Home, I’ve found, is a word not limited to a single space or place. “Home” is the place where my family lives, the place where we gather together around the dinner table, the place where I tuck the kids in at night. “Home” is the house where I grew up and where my parents still live; the town where I went to high school and worked my first job in an ice cream stand; the church where I was baptized and confirmed, where I went to Sunday School and sang in the children’s choir. For the past five years, “home” has been in the sanctuary and amongst the people of Faith UMC, impacting the lives of others, building relationships with one another, and growing closer to Christ together.

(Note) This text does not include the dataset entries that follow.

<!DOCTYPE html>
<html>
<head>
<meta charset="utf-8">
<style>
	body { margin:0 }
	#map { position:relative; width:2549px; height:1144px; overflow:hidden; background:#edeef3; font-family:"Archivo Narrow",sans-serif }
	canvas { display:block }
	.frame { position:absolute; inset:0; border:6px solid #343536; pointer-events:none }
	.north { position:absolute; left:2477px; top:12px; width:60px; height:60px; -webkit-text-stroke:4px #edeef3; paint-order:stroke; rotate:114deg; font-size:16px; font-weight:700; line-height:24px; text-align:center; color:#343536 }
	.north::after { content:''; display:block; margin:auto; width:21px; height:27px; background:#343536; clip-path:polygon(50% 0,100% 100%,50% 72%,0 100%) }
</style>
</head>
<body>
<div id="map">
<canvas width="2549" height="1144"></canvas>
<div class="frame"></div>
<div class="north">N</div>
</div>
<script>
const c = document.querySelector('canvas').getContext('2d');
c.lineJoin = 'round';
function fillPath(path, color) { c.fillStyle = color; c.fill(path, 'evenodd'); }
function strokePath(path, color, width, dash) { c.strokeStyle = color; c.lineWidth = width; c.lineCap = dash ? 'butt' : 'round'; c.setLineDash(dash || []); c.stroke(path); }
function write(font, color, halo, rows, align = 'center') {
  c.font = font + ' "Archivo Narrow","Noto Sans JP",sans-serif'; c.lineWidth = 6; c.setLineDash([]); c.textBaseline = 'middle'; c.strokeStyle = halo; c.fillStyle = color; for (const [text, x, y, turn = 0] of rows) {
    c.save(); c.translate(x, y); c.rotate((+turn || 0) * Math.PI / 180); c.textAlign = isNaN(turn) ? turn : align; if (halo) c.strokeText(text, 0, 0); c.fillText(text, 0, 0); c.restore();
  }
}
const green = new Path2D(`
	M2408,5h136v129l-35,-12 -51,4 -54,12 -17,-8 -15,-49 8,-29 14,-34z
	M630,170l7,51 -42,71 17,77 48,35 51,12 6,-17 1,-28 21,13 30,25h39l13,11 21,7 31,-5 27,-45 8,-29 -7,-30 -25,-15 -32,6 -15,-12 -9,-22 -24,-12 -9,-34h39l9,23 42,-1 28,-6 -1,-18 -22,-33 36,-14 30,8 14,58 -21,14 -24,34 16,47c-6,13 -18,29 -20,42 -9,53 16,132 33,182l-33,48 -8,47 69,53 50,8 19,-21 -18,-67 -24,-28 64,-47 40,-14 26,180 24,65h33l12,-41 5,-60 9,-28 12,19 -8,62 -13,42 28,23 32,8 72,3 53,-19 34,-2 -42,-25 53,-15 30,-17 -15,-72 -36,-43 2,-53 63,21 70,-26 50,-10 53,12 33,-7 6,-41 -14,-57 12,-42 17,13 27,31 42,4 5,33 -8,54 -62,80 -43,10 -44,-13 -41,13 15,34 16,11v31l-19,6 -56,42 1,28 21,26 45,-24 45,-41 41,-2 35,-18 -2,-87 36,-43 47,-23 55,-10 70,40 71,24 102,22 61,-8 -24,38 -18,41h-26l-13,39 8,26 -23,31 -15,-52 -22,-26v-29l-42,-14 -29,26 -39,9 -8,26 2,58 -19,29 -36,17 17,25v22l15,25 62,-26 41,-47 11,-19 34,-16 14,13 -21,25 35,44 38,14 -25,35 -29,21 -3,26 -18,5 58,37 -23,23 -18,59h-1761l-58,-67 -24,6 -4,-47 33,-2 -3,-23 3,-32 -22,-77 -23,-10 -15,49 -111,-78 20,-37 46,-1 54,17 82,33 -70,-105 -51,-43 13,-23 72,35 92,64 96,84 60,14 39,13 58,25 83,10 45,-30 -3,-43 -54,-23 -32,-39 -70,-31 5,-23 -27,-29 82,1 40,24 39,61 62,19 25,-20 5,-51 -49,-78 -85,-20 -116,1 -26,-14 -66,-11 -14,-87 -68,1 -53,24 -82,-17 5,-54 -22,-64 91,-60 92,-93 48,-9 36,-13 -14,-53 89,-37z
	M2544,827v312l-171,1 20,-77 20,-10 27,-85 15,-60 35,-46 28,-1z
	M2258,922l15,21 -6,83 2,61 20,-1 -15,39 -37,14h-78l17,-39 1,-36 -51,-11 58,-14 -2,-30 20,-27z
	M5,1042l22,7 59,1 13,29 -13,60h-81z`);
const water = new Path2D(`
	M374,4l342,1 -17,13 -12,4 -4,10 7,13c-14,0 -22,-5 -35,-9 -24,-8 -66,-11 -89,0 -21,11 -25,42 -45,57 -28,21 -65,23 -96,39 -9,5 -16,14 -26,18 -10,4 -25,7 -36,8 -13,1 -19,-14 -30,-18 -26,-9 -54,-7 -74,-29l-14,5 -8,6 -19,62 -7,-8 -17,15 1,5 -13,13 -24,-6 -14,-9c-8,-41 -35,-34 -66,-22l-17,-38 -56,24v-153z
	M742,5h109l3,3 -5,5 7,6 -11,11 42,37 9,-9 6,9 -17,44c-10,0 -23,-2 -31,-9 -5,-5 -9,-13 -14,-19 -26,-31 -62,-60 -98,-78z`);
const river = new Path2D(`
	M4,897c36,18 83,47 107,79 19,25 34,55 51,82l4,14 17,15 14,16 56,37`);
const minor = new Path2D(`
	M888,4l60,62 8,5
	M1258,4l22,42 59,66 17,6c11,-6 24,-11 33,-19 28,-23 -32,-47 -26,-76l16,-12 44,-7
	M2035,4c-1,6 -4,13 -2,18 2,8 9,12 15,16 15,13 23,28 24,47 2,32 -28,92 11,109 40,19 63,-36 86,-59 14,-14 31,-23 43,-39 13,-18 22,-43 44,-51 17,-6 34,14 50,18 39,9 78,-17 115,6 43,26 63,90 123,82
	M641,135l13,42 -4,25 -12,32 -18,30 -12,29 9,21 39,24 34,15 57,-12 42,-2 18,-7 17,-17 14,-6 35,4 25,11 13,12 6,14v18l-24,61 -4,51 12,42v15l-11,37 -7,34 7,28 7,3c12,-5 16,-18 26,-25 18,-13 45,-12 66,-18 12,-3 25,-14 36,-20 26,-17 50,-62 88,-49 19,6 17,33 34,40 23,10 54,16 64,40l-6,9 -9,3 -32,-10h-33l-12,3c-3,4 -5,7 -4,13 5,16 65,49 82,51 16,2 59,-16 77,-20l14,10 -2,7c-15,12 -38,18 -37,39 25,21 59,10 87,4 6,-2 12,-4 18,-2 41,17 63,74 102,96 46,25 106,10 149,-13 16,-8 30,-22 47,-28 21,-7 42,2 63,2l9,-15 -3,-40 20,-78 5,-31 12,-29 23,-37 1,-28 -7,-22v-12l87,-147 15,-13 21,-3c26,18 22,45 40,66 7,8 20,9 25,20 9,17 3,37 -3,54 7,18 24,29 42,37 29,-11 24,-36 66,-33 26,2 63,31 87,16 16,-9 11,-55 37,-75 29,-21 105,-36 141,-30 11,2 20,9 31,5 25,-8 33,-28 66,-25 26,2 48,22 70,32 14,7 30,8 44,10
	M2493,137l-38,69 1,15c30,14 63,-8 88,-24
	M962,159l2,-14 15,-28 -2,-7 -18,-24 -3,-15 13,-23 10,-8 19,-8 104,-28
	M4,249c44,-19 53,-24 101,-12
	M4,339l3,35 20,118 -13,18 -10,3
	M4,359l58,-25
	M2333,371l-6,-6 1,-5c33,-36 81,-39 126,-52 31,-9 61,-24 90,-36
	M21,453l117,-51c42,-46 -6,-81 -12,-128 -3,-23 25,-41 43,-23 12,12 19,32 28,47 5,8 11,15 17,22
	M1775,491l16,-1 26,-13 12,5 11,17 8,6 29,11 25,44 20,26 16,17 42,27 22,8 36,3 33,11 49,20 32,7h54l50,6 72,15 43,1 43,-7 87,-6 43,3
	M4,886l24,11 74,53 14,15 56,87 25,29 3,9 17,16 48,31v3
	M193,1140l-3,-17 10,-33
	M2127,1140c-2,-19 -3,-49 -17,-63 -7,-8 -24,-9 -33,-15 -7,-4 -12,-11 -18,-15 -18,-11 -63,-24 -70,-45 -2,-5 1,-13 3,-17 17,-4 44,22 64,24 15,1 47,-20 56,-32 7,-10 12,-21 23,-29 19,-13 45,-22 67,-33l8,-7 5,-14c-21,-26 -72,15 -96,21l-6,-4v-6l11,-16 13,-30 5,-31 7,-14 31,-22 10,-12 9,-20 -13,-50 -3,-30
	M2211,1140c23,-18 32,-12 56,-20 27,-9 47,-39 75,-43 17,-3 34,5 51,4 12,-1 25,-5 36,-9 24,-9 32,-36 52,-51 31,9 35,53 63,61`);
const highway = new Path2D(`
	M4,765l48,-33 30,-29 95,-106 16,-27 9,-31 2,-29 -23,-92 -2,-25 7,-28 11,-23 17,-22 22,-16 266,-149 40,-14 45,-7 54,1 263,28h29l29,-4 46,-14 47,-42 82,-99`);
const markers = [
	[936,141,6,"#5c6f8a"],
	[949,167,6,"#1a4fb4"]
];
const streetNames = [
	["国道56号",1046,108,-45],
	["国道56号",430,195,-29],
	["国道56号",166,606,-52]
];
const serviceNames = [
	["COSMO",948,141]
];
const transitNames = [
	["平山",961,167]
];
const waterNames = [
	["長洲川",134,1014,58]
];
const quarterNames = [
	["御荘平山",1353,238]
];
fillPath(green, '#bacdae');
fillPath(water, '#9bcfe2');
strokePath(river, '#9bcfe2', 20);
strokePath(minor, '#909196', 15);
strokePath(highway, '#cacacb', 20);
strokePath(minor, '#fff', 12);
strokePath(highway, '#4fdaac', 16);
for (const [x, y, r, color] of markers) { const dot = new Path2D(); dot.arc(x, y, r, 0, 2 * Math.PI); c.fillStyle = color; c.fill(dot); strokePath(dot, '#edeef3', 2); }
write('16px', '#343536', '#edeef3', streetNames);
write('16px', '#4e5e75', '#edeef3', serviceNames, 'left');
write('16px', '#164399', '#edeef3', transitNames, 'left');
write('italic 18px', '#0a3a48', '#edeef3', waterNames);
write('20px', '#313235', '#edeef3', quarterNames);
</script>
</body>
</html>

I’ve treasured those five years at Faith – and yet, God now has something else in store for me, for us.
As I pack boxes of Bible commentaries into my blue Ford Escape and head down Route 33 towards Bethlehem, a growing part of me feels a sense of coming “home.” Bethlehem is a kind of home for me. It is the place where I went to college and wrestled with my call to ministry. It is the city where I met my husband, where our children were born. This Christmas City stole its way into my heart nearly two decades ago when I was a high school student touring prospective colleges, and it has never let go.
And yet, it’s not just Bethlehem… there is a piece of Wesley that is “home” for me, too. During my senior year of college, just months before I’d head off to seminary, I found a temporary church-home-away-from-home at Wesley. I attended worship services (sitting in a pew near the back on the left-hand side) and even found my way into a Sunday morning Bible study. What I carry most from that time, from those Sunday mornings in that beautiful sanctuary, was that Wesley was one of the first places, one of the first churches, where I felt challenged to bring both my brain and my heart into my relationship with God. That has become a meaningful part of my identity as a pastor and as a Christian: to think and to feel, to follow, to serve. Now at the time, I had no sense that I would ever return to Wesley to serve as your pastor… yet somehow, that history and sense of “home” makes this appointment change feel full circle for me in a big-picture, God-directed way.
There’s no place like home, friends… so I look forward to finding “home” with you once again. I look forward to the things we’ll learn, the conversations we’ll have, the lives we’ll transform, the laughs we’ll share. I look forward to all the Christmas Eves and Easter mornings to come.
Most of all, I look forward to experiencing what it means to be “people blessing people” as we serve Christ and embody Christ’s love together.